XML 2001 logo

Programming to XML - Data Binding Silver Bullet

Approaches and Alternatives

Subrahmanyam Allamaraju, Ph.D. <subbu@bea.com>

ABSTRACT

With the proliferation of XML across a broader range of applications than what was originally imagined, the programming requirements have changed over the past couple of years. Of the various approaches and APIs available for creating and processing XML, data binding is one of key technologies that addresses certain XML programming needs. The purpose of data binding is to provide programming language binding to XML documents. The goal of this paper to discuss XML programming needs in general, and identify a broader range of data binding needs. Some of the questions discussed in this paper include - What is data binding? What are the types of data binding? What kind of problems does it address? What kind of problems does not it not address? What are these assumptions and limitations of static data binding? Are there alternatives? In answering these questions, this paper goes back to the fundamentals of XML and XML programming needs in various application areas, and explores possible alternative data binding needs and approaches.

Table of Contents

1. XML Programming

Unlike most papers that start by stating that XML is ubiquitous because it is simple and eXtensibile, I would like to start with a contradicting note. It is true that XML is omnipresent today. However, this is not because XML is simple, self-describing, and eXtensible, but because it is more practical to use XML as a data format than other possible proprietary formats. In fact, a quick scan of the various domain-specific XML standardization initiatives for information exchange and information processing confirms this assertion. Nonetheless, there is a rich domain of applications that the self-describing and extensible nature of XML can solve. There are certain areas of enterprise applications that benefit tremendously from the extensible nature of XML.

Today, there are a variety of technologies to create and process XML. On one end of the spectrum of technologies, we have standard APIs like SAX and DOM, and standards such as XSLT and XPath. There are several implementations of these APIs and specifications. On the other end of the spectrum we've emerging technologies such as schema compilers and data binding. In between there are several homegrown XML programming APIs (often built on top of SAX and DOM) to simplify specific application needs.

This paper is about programming to XML and the role of data binding technologies. In this paper, I do not intend to discuss specific APIs or vendor products. Instead, my aim is to discusses what kind of data binding framework does an application developer need to create and process XML efficiently and productively in enterprise applications exchanging XML data.

In this paper, my focus is on applications that use XML as an interoperable data interchange format. In this category applications, XML is used as a data format. Applications (or components thereof) create XML and exchange with other applications (or components) for implementing business processes. This is one of the most commonly used approaches for achieving application integration - within and across enterprises. What are the programming requirements for such applications?

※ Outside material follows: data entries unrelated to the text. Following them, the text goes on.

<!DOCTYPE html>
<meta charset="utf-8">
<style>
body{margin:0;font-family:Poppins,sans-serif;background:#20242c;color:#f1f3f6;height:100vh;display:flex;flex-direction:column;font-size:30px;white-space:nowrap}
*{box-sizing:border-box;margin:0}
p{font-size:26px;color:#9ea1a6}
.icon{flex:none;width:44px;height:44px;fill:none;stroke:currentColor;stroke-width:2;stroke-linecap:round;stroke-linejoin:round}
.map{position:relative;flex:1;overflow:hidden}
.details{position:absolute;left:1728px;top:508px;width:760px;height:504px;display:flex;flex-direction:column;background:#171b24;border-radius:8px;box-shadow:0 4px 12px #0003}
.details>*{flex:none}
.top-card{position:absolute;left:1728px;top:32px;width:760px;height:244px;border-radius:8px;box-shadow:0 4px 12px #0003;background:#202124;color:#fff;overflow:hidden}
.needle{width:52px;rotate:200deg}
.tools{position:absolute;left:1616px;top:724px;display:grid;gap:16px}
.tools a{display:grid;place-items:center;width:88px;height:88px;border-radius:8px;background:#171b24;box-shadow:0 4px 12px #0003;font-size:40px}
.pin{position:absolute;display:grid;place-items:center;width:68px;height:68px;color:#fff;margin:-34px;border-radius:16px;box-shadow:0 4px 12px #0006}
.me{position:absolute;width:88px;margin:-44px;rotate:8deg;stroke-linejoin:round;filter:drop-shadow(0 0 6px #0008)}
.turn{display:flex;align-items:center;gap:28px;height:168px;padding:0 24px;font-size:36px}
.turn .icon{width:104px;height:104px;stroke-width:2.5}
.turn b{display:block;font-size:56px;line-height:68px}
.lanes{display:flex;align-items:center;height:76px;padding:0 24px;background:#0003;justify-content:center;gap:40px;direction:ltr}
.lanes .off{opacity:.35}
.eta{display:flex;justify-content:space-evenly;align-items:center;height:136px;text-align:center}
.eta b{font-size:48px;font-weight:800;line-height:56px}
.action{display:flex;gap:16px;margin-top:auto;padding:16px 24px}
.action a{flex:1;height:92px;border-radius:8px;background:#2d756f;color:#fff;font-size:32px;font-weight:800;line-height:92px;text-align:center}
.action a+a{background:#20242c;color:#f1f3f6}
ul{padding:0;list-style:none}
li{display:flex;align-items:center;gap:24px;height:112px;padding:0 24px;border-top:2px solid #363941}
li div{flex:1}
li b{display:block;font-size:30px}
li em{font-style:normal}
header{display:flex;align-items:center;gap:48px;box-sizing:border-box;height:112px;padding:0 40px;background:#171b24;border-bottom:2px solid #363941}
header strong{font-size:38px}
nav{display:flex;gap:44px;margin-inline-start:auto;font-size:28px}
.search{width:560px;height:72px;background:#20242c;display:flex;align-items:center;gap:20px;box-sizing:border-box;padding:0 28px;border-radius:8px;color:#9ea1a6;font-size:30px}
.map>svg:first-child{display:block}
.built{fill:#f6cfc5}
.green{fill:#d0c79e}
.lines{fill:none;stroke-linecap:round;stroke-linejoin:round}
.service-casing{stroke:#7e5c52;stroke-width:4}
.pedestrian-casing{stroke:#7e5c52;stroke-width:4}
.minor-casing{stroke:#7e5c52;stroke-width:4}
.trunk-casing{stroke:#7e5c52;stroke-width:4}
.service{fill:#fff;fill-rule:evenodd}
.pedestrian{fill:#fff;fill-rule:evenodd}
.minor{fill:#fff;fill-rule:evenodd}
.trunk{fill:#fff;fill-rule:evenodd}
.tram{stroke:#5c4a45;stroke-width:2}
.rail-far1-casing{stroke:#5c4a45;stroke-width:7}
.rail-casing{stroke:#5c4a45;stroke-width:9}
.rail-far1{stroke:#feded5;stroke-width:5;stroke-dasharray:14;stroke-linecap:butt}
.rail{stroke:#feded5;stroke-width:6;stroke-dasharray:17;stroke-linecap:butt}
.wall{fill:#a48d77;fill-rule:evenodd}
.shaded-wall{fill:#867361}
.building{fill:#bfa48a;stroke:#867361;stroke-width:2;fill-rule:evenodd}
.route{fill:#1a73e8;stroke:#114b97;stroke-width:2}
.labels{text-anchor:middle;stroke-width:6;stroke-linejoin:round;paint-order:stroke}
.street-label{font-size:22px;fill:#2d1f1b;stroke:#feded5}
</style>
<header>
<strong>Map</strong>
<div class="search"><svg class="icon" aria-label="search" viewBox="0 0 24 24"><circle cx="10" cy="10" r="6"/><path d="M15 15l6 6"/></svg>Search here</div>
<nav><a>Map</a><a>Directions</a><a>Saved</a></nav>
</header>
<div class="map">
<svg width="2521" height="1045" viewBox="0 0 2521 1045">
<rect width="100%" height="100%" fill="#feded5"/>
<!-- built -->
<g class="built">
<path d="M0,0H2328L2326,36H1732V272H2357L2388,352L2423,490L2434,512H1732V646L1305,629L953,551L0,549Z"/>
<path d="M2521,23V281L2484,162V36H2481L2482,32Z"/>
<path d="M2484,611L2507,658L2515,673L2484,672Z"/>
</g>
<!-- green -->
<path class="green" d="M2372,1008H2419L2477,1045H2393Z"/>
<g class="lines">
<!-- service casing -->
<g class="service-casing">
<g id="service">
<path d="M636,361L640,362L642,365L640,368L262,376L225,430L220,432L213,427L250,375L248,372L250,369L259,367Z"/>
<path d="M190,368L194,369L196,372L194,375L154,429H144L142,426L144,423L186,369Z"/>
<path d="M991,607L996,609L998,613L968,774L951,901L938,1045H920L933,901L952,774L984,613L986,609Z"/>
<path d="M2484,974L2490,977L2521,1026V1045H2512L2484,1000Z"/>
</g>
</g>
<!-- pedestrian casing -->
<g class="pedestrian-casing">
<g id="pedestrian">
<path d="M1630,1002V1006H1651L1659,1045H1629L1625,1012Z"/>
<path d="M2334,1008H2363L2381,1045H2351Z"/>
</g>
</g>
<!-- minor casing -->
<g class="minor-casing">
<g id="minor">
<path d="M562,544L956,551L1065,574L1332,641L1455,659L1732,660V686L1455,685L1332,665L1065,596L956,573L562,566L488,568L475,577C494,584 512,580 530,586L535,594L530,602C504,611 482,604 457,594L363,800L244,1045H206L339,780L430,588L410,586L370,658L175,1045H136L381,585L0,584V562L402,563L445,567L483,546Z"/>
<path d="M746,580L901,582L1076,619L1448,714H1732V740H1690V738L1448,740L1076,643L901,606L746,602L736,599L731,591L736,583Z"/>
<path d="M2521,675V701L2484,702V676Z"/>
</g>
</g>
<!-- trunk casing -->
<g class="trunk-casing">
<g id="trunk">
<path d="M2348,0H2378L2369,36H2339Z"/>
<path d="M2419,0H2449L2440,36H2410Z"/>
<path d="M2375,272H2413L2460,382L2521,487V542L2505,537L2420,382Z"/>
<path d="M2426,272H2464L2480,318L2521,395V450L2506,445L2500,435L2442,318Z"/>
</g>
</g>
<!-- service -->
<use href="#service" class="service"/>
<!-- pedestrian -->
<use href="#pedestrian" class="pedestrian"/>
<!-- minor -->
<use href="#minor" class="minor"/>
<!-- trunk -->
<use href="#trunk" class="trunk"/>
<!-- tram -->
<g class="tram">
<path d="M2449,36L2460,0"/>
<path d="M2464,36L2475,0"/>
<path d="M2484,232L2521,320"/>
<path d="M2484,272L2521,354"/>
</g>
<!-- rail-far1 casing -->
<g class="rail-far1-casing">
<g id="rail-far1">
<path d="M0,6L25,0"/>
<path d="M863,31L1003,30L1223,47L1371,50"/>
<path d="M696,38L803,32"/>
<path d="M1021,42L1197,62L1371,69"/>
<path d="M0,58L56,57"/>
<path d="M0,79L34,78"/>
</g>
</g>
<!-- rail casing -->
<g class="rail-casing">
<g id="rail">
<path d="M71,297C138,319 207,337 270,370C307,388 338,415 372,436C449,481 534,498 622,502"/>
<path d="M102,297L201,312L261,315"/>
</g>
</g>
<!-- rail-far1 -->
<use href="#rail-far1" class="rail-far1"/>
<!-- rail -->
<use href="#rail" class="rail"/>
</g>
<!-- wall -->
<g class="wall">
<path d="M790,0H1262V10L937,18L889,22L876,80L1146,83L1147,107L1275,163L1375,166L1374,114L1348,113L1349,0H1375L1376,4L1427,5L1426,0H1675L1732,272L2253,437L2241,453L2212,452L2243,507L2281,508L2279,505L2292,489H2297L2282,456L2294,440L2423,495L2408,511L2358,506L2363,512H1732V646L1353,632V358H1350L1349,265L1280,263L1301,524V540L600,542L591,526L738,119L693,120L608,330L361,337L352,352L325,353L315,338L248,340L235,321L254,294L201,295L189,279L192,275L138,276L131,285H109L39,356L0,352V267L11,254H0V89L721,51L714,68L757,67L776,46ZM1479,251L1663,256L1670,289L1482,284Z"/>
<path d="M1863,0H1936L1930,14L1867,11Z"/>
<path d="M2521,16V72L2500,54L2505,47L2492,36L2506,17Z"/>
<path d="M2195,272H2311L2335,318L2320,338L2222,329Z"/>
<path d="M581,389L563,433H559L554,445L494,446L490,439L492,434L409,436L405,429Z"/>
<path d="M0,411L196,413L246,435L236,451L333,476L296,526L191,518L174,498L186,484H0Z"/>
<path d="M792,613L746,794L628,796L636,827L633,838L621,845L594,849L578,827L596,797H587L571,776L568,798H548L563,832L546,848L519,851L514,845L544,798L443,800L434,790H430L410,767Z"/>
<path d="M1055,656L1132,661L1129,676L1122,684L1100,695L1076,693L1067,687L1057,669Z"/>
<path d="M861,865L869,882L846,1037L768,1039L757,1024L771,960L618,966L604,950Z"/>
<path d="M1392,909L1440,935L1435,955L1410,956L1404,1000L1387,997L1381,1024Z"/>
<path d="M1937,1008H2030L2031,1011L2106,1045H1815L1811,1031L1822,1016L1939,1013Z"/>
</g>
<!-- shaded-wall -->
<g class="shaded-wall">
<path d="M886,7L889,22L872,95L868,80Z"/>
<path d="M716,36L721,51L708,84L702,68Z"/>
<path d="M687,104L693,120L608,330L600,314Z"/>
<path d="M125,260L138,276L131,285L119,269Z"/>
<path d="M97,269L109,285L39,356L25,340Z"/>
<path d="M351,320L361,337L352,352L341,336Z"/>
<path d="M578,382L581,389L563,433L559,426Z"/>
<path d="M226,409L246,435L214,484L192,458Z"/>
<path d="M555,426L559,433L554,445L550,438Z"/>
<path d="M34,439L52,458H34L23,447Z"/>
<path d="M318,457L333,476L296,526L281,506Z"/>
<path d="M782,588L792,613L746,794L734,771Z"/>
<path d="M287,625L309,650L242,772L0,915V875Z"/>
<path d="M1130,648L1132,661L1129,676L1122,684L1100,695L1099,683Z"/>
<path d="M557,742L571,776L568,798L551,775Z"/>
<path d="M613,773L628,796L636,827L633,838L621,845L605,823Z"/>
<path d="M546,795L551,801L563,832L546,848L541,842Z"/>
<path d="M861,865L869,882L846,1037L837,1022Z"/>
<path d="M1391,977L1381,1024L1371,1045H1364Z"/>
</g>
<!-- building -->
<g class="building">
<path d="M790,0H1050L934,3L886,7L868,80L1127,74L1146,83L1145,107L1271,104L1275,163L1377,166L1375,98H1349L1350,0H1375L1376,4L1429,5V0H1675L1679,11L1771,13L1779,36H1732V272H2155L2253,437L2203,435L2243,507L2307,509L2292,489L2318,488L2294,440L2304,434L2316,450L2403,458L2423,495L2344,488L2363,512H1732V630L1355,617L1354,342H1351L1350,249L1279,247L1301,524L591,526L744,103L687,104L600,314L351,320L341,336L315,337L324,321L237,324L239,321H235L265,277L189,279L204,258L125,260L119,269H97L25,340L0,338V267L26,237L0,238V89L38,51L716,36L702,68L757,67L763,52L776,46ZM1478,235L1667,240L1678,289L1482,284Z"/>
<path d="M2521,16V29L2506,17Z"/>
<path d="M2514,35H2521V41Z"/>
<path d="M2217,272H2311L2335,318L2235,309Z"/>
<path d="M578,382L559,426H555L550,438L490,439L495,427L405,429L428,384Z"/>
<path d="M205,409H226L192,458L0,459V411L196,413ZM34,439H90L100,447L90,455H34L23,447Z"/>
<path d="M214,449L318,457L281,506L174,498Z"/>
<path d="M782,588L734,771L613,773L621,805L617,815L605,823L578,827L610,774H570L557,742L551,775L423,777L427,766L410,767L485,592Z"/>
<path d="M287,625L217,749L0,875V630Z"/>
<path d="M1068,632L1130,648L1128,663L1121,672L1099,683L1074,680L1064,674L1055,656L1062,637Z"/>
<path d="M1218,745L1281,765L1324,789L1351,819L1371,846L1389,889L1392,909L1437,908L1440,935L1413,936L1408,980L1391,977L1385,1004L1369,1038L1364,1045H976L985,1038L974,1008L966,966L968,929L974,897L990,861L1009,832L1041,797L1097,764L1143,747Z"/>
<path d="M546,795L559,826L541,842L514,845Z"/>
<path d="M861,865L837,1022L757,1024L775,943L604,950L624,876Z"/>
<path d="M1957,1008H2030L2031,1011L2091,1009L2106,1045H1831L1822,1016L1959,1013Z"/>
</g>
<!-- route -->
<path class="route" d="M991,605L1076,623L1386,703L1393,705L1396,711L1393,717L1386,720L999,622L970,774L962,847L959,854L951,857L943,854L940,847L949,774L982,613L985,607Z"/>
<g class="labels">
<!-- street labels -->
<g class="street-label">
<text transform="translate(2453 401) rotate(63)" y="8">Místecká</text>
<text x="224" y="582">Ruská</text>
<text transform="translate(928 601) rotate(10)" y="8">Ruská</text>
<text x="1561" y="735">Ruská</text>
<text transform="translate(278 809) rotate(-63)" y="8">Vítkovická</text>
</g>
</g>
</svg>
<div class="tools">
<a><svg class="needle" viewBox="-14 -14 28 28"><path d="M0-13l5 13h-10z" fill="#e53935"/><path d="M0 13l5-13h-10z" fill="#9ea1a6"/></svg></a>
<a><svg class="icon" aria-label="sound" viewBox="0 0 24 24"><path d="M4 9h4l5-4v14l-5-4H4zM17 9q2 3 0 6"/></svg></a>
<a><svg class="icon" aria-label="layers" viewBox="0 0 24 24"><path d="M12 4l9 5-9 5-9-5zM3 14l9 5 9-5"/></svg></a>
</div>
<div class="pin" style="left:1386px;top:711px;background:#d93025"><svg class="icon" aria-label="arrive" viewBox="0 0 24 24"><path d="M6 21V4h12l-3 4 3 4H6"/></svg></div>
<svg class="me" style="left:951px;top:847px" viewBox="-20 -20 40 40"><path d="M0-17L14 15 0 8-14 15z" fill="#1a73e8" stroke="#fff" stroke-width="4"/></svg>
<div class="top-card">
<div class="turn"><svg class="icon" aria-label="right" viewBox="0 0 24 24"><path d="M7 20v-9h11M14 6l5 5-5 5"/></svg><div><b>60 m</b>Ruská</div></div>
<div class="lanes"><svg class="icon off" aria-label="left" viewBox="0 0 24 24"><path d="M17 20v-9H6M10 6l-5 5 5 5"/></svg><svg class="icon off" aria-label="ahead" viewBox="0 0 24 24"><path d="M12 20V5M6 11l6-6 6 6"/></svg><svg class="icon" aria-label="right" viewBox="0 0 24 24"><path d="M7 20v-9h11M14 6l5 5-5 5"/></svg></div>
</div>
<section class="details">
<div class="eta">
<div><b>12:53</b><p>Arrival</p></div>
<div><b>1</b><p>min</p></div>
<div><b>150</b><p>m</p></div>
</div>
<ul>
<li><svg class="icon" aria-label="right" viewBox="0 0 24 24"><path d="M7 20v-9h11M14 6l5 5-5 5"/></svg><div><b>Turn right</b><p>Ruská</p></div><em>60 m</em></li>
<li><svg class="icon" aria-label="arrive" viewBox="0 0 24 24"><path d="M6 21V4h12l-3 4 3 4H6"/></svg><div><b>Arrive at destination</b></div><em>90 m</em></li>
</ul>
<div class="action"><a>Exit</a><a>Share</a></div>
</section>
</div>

These applications are typically built using object-oriented programming languages, where information is often modelled as domain objects. These objects encapsulate business information, and various components manipulate these objects during the process of implementing business use cases. How to build such applications when the information is expressed in the form of XML? This question is similar to the question of how to build objects when information is stored in and retrieved from relational databases. This question lead to the so-called object-to-relational (O-R) mapping problem. The O-R mapping problem is known to be complex. Despite the availability of several mapping tools and environments, and the awareness of several design patterns, O-R mapping is complex as it attempts to map two sets of incompatible concepts. Most applications still deal with SQL directly using programming language level APIs such as JDBC.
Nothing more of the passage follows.